Provided entries:
________________________________________

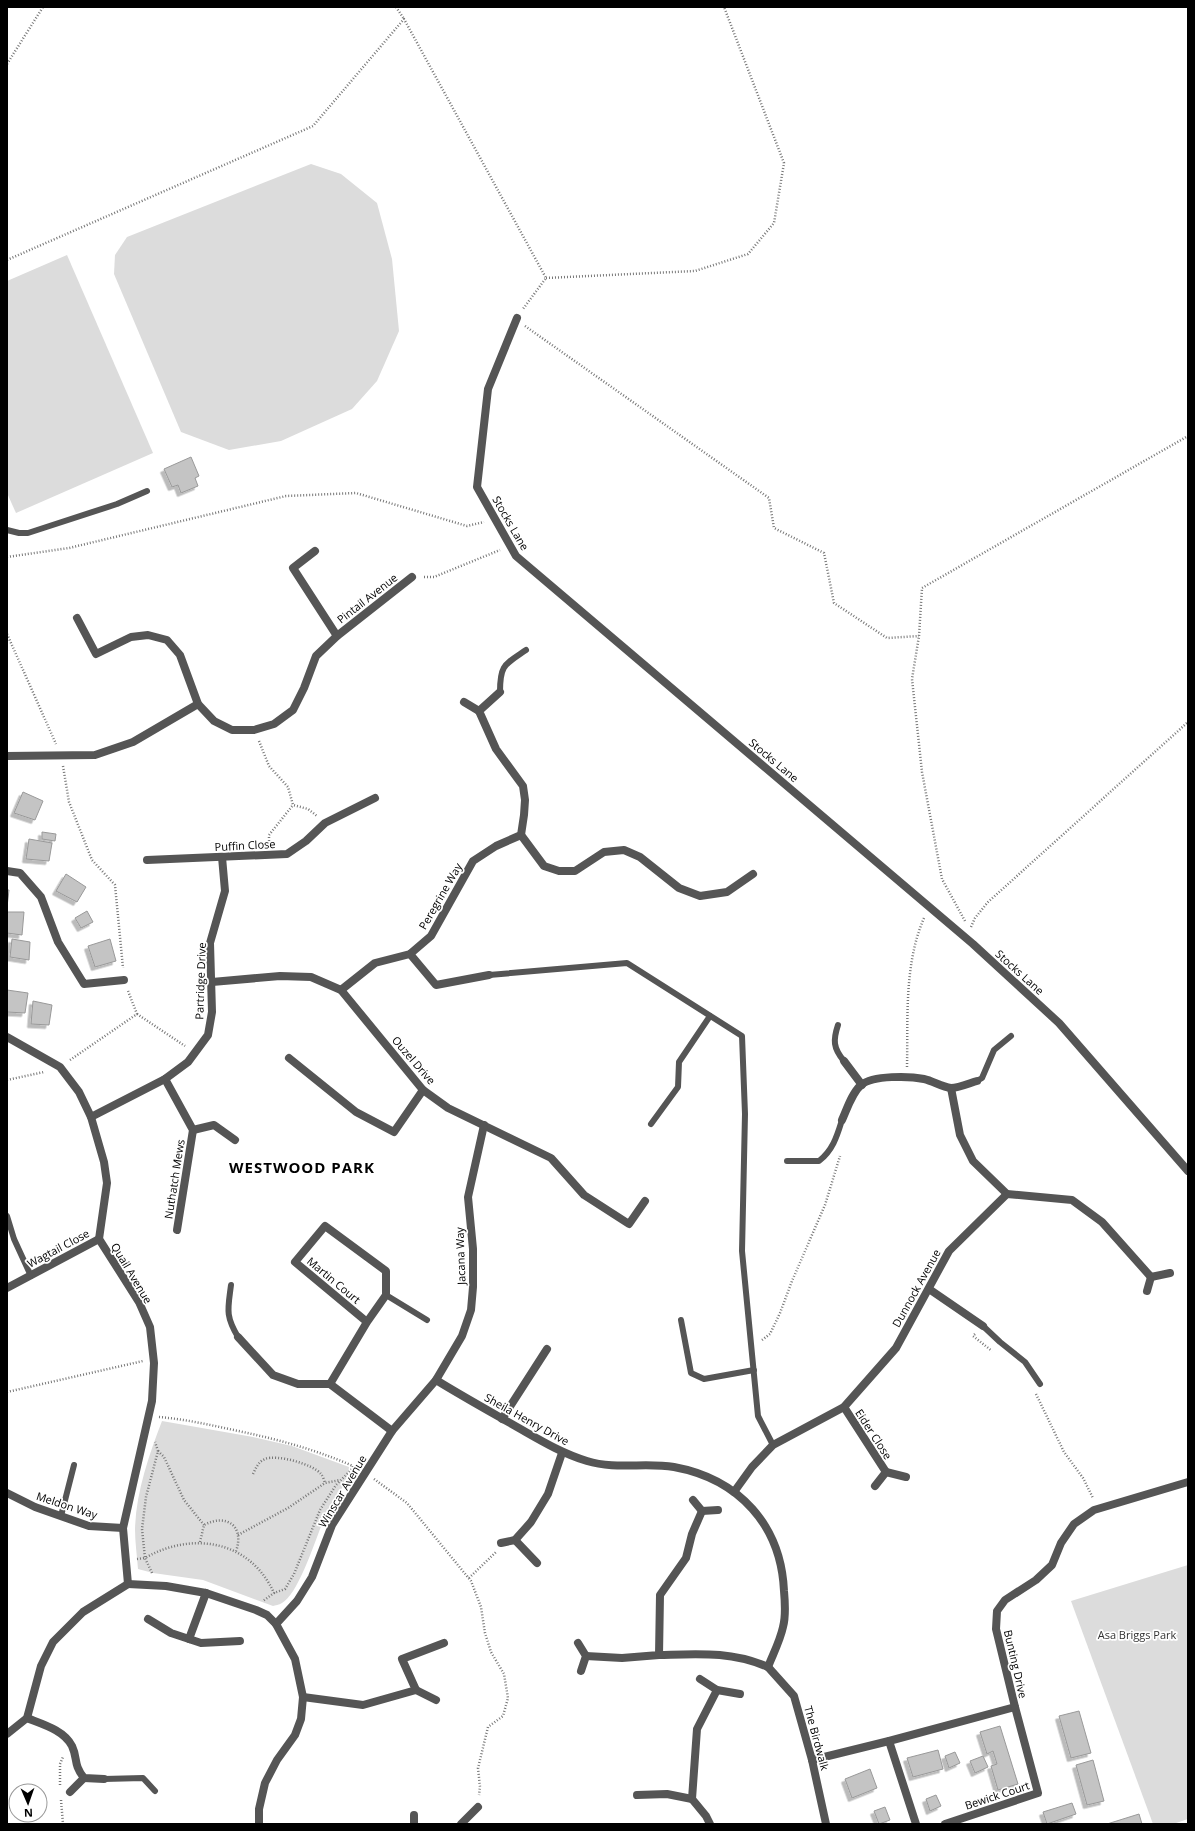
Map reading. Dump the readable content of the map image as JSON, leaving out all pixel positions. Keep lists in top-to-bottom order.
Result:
{
  "streets": {
    "street": [
      "Stocks Lane",
      "Pintail Avenue",
      "Puffin Close",
      "Peregrine Way",
      "Partridge Drive",
      "Ouzel Drive",
      "Nuthatch Mews",
      "Wagtail Close",
      "Jacana Way",
      "Quail Avenue",
      "Martin Court",
      "Dunnock Avenue",
      "Sheila Henry Drive",
      "Eider Close",
      "Winscar Avenue",
      "Meldon Way",
      "Bunting Drive",
      "The Birdwalk",
      "Bewick Court"
    ]
  },
  "crossings": [
    ["Puffin Close", "Partridge Drive"],
    ["Peregrine Way", "Ouzel Drive"],
    ["Partridge Drive", "Ouzel Drive"],
    ["Partridge Drive", "Nuthatch Mews"],
    ["Partridge Drive", "Quail Avenue"],
    ["Ouzel Drive", "Jacana Way"],
    ["Wagtail Close", "Quail Avenue"],
    ["Jacana Way", "Sheila Henry Drive"],
    ["Jacana Way", "Winscar Avenue"],
    ["Quail Avenue", "Meldon Way"],
    ["Dunnock Avenue", "Sheila Henry Drive"],
    ["Dunnock Avenue", "Eider Close"],
    ["Sheila Henry Drive", "The Birdwalk"],
    ["Bunting Drive", "The Birdwalk"],
    ["Bunting Drive", "Bewick Court"]
  ],
  "districts": ["WESTWOOD PARK"],
  "parks": ["Asa Briggs Park"],
  "north": "bottom"
}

________________________________________

Please give a count of the lines in the records where the word "Puffin" occurs, with nothing besides it.

2